__What to work on__. Give the lines below again exactly, starting with the line that holds "Input: one rendered" and going on through the line that holds "Quick job: Dump".

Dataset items
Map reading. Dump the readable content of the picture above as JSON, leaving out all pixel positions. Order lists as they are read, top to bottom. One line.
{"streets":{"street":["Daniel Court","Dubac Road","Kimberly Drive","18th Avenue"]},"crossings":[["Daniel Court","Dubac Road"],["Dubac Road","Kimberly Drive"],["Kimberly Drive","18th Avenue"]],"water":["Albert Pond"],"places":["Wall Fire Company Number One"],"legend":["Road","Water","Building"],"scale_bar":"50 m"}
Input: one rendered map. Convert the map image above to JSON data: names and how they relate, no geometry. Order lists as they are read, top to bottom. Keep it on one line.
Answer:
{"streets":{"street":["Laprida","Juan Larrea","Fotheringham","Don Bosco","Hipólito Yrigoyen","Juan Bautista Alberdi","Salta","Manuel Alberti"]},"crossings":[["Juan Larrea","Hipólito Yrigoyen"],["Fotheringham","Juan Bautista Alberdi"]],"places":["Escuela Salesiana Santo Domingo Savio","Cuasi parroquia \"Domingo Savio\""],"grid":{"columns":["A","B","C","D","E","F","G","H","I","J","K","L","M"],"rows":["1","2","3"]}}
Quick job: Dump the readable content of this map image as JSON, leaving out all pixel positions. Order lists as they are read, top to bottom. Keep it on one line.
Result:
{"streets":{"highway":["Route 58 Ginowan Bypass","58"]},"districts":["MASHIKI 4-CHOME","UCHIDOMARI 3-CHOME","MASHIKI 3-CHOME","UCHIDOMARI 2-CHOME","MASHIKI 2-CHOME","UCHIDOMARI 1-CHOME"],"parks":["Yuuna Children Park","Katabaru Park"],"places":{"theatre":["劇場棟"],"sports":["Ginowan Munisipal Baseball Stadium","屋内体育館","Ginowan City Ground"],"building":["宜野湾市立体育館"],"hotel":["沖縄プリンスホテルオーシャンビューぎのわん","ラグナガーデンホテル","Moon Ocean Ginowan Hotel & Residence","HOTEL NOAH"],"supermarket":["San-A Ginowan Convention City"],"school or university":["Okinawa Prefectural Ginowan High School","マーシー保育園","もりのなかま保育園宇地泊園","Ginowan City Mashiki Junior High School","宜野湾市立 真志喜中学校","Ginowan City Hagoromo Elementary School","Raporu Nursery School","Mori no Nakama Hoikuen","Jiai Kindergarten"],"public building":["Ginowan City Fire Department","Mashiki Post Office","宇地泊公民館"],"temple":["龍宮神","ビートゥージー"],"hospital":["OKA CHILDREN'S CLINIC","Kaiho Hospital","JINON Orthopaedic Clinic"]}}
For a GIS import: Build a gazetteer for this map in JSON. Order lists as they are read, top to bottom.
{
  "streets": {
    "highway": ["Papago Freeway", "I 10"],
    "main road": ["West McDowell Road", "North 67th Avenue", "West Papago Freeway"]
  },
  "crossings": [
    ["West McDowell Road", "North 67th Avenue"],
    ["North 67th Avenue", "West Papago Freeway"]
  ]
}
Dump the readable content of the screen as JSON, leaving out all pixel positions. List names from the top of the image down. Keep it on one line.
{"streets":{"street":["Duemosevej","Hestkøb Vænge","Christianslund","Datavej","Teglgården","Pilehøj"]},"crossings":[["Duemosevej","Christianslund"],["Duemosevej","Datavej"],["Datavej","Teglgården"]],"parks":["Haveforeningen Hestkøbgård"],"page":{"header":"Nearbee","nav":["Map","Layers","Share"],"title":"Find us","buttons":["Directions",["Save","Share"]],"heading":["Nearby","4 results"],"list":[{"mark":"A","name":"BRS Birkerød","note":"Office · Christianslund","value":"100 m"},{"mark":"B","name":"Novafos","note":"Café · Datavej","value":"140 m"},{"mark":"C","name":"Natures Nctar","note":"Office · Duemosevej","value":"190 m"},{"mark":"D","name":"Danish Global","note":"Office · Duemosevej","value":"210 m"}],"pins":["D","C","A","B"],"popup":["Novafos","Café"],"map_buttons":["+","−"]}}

__Answer space__.
Input: one rendered map. Convert the map image above to JSON data: names and how they relate, no geometry. Order lists as they are read, top to bottom. Keep it on one line.
Answer:
{"streets":{"street":["Laprida","Juan Larrea","Fotheringham","Don Bosco","Hipólito Yrigoyen","Juan Bautista Alberdi","Salta","Manuel Alberti"]},"crossings":[["Juan Larrea","Hipólito Yrigoyen"],["Fotheringham","Juan Bautista Alberdi"]],"places":["Escuela Salesiana Santo Domingo Savio","Cuasi parroquia \"Domingo Savio\""],"grid":{"columns":["A","B","C","D","E","F","G","H","I","J","K","L","M"],"rows":["1","2","3"]}}
Quick job: Dump the readable content of this map image as JSON, leaving out all pixel positions. Order lists as they are read, top to bottom. Keep it on one line.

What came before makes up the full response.